Dutch biologist, biochemist and geneticist

Jan Hendrik Jozef Hoeijmakers (born 15 March in 1951 in Sevenum) is a Dutch molecular biologist, biochemist, and molecular geneticist.

==Education and career==
Hoeijmakers studied biology from 1969 at the Radboud University Nijmegen with receiving his MSc degree in molecular biology in 1975 (with a focus on biochemistry and genetics). At the University of Amsterdam he performed his doctoral research from 1975 to 1979 and then was a lecturer at the department of microbiology from 1979 to 1981. He obtained a PhD in molecular medicine in 1981 from the University of Amsterdam under Piet Borst with dissertation Trypanosomes: Kinetoplast DNA and Antigenic Variation. At Erasmus University Rotterdam, as a member of Dirk Bootsma's group in the Institute of Genetics, Hoeijmakers was, in the department of cell biology and genetics, a senior scientist from 1981 to 1985, an associate professor from 1985 to 1993, and a professor of molecular genetics from 1993 to the present. The Royal Netherlands Academy of Arts and Sciences sponsored him as an Academy Professor from 2011 to 2016. He is the author or co-author of over 490 scientific publications. He has served on the editorial boards of five scientific journals.
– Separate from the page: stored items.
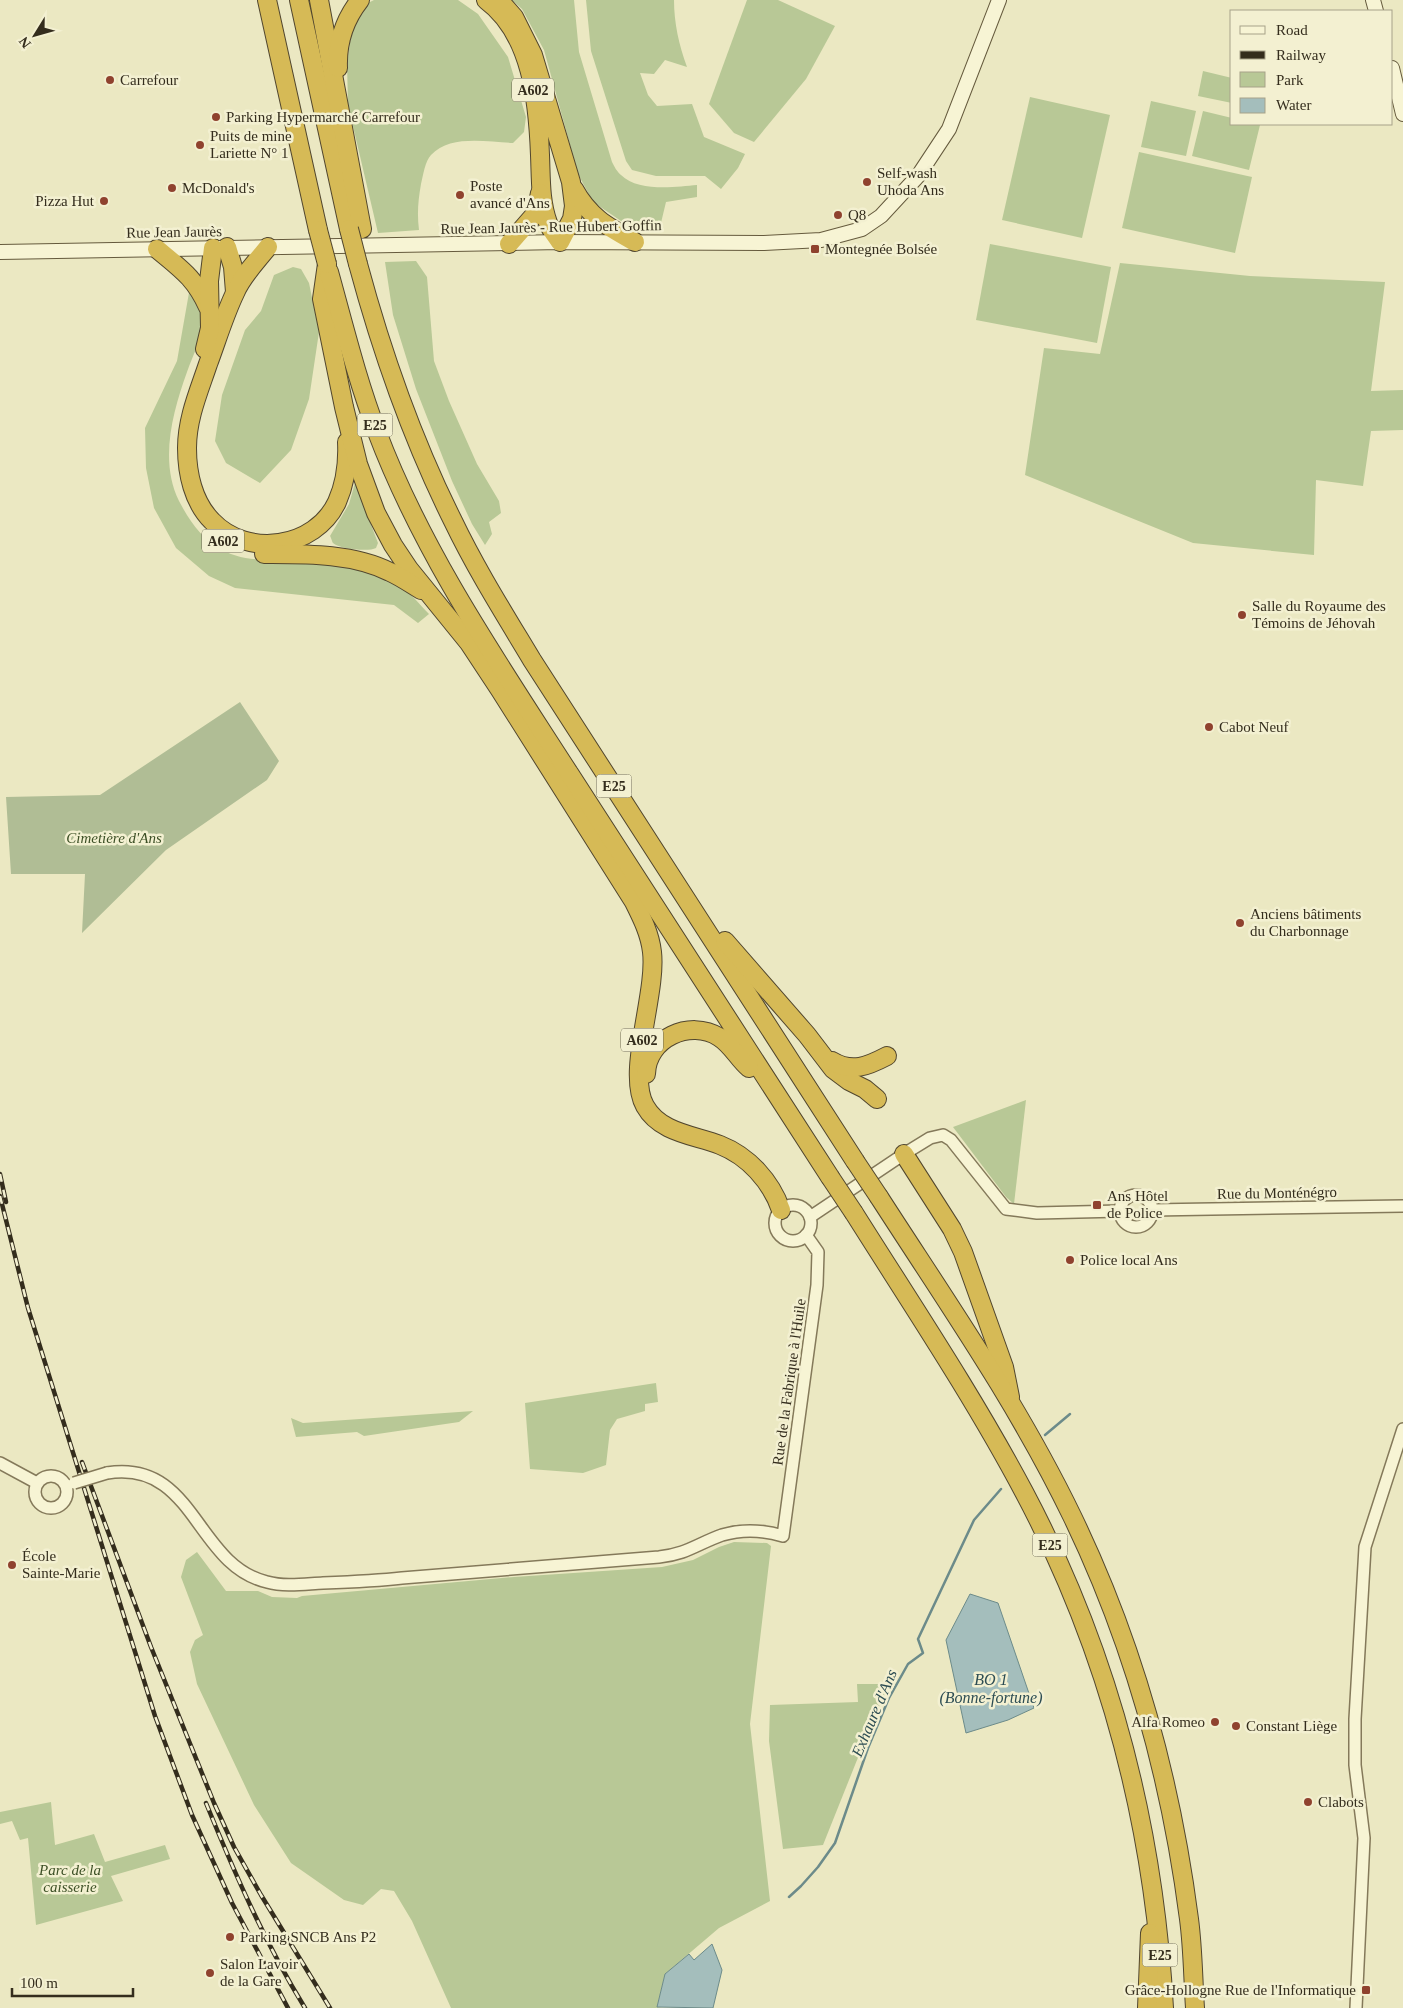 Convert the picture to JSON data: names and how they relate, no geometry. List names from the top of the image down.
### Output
{
  "streets": {
    "highway": ["A602", "E25"],
    "main road": ["Rue Jean Jaurès - Rue Hubert Goffin", "Rue Jean Jaurès"],
    "street": ["Rue du Monténégro", "Rue de la Fabrique à l'Huile"]
  },
  "crossings": [
    ["A602", "Rue Jean Jaurès - Rue Hubert Goffin"],
    ["A602", "Rue Jean Jaurès"],
    ["A602", "E25"],
    ["A602", "Rue de la Fabrique à l'Huile"],
    ["Rue Jean Jaurès - Rue Hubert Goffin", "Rue Jean Jaurès"]
  ],
  "water": ["BO 1 (Bonne-fortune)", "Exhaure d'Ans"],
  "parks": ["Cimetière d'Ans", "Parc de la caisserie"],
  "places": {
    "other": [
      "Carrefour",
      "Parking Hypermarché Carrefour",
      "Puits de mine Lariette N° 1",
      "Self-wash Uhoda Ans",
      "McDonald's",
      "Poste avancé d'Ans",
      "Pizza Hut",
      "Q8",
      "Salle du Royaume des Témoins de Jéhovah",
      "Cabot Neuf",
      "Anciens bâtiments du Charbonnage",
      "Police local Ans",
      "École Sainte-Marie",
      "Alfa Romeo",
      "Constant Liège",
      "Clabots",
      "Parking SNCB Ans P2",
      "Salon Lavoir de la Gare"
    ],
    "transit": ["Montegnée Bolsée", "Ans Hôtel de Police", "Grâce-Hollogne Rue de l'Informatique"]
  },
  "legend": [
    "Road",
    "Railway",
    "Park",
    "Water"
  ],
  "scale_bar": "100 m",
  "north": "bottom left"
}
In 1983 he received the Harold-Quintus-Bosz Prize for his dissertation, in which he clarified the molecular mechanism of the antigen variation of trypanosomes. He uncovered the structure and main function of the network mitochondrial DNA of the parasite. He also clarified the complex genetic mechanism by which trypanosomes constantly change their surface antigens in order to escape the immune system.

In Rotterdam in the early 1980s he achieved the first cloning of human genes responsible for DNA repair and discovered a strong evolutionary stability of the DNA repair system. He clarified the mechanism of nucleotide excision repair (NER) and associated hereditary diseases (xeroderma pigmentosum, Cockayne syndrome, trichothiodystrophy). He found with Jean-Marc Egly that Transcription Factor II H (TF_{II}H) opens the DNA for the start of the NER.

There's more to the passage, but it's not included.